◆ Exercise requirements ◆
Note each line in the data below that holds "JSON", and copy it.

◆ Provided entries ◆
• • • • • • •
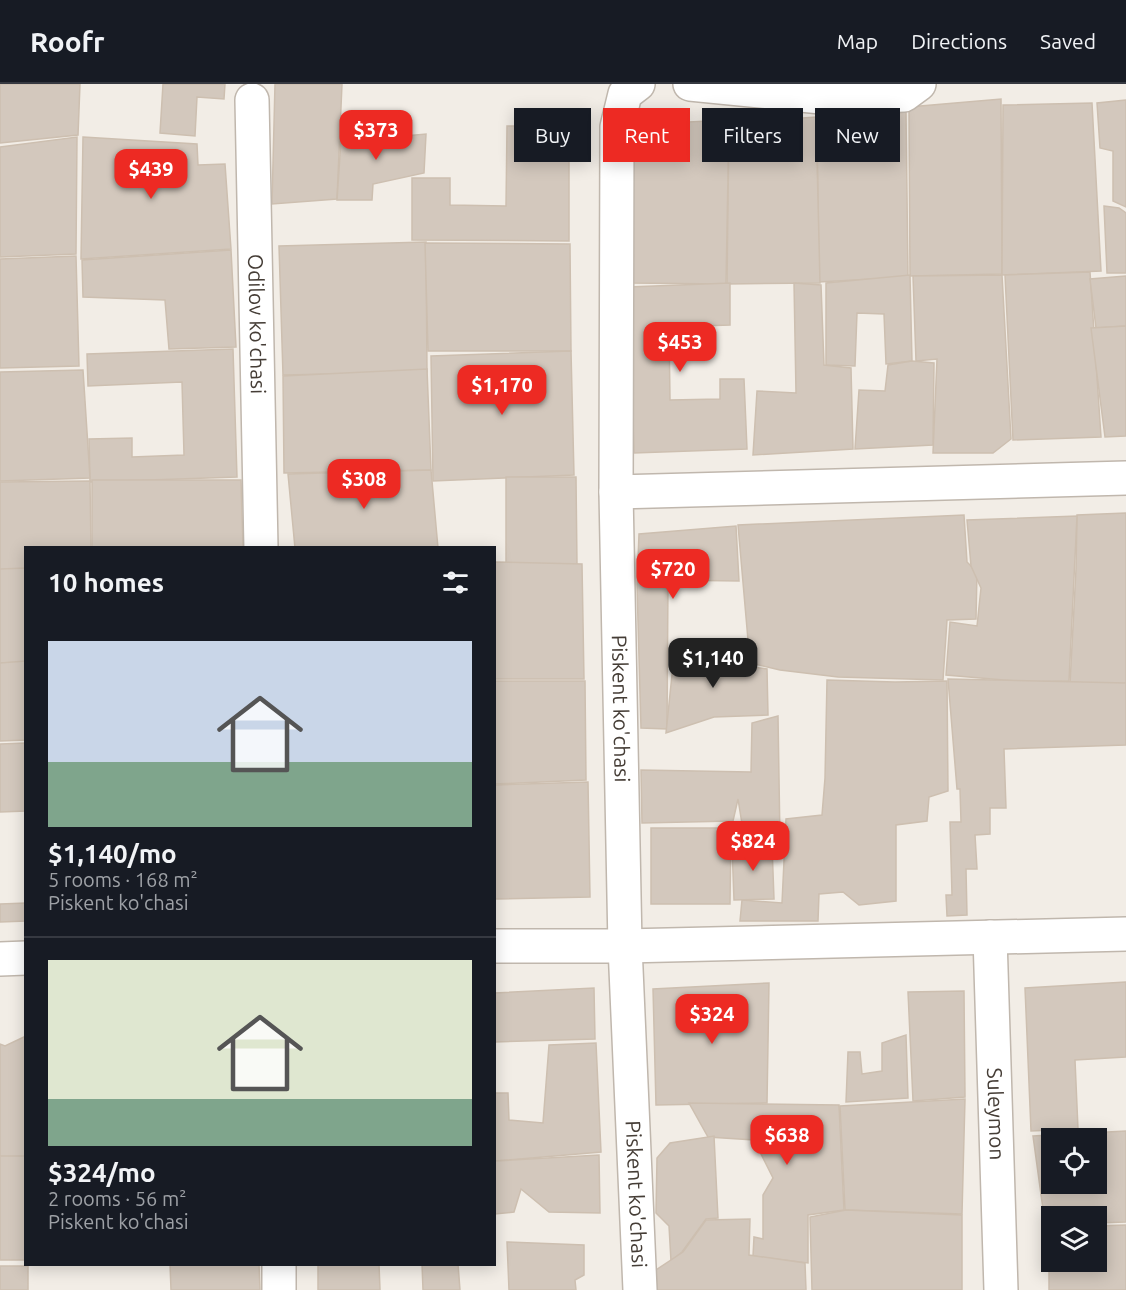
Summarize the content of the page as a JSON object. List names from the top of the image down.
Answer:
{
  "streets": {
    "street": ["Odilov ko'chasi", "Piskent ko'chasi", "Suleymon"]
  },
  "page": {
    "header": "Roofr",
    "nav": ["Map", "Directions", "Saved"],
    "chip": [
      "Buy",
      "Rent",
      "Filters",
      "New"
    ],
    "price": [
      "$373",
      "$439",
      "$453",
      "$1,170",
      "$308",
      "$720",
      "$1,140",
      "$824",
      "$324",
      "$638"
    ],
    "heading": "10 homes",
    "list": [
      {
        "name": "$1,140/mo",
        "note": "5 rooms · 168 m² · Piskent ko'chasi"
      },
      {
        "name": "$324/mo",
        "note": "2 rooms · 56 m² · Piskent ko'chasi"
      }
    ]
  }
}
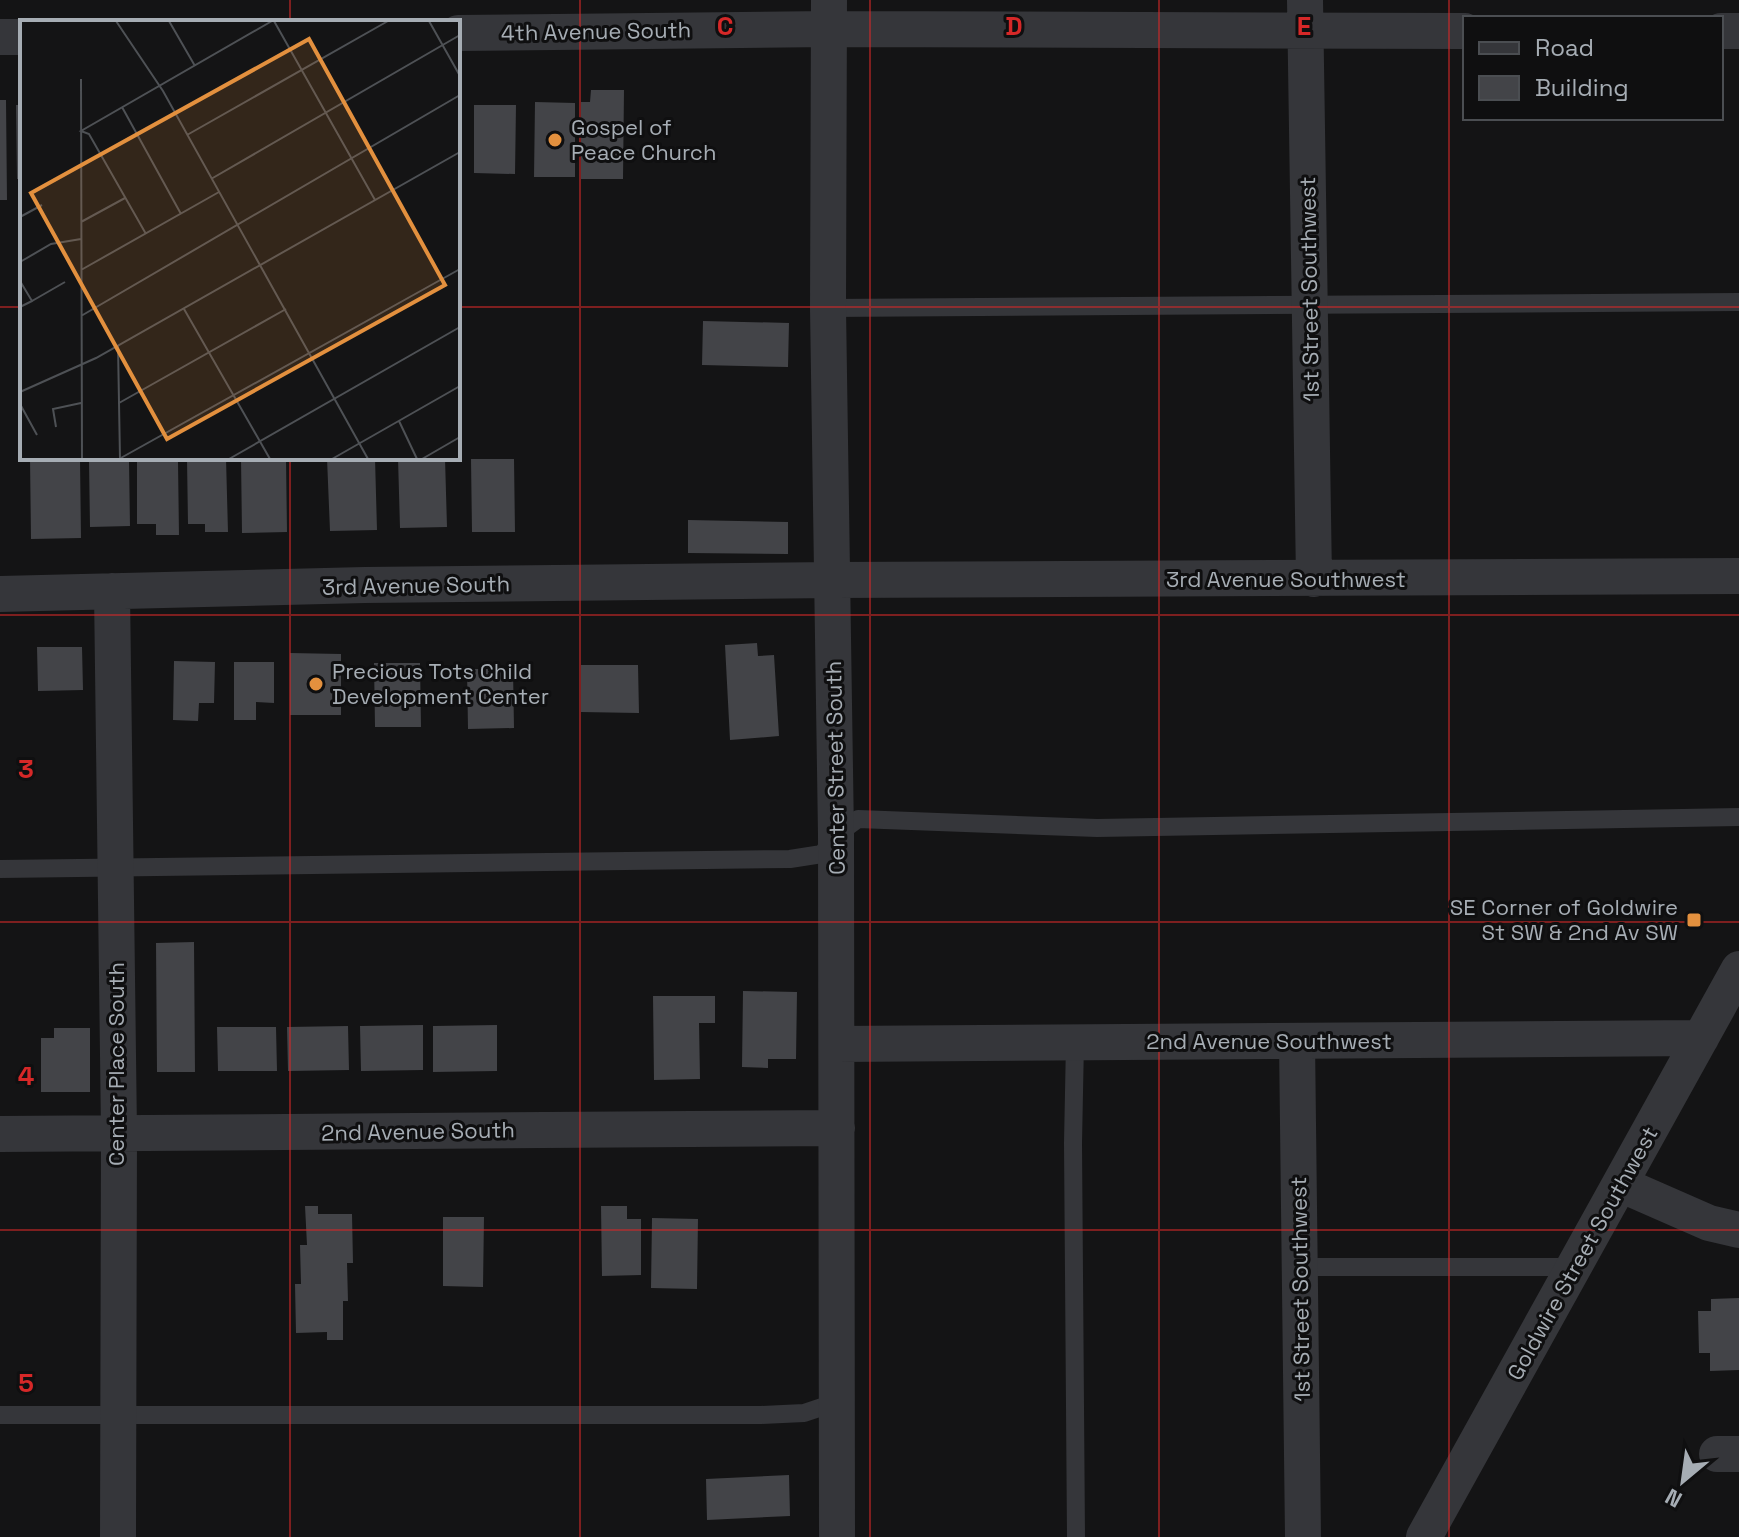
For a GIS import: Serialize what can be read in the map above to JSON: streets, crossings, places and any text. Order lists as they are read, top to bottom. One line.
• • • • • • •
◆ Solution ◆
Summarize the content of the page as a JSON object. List names from the top of the image down.
For a GIS import: Serialize what can be read in the map above to JSON: streets, crossings, places and any text. Order lists as they are read, top to bottom. One line.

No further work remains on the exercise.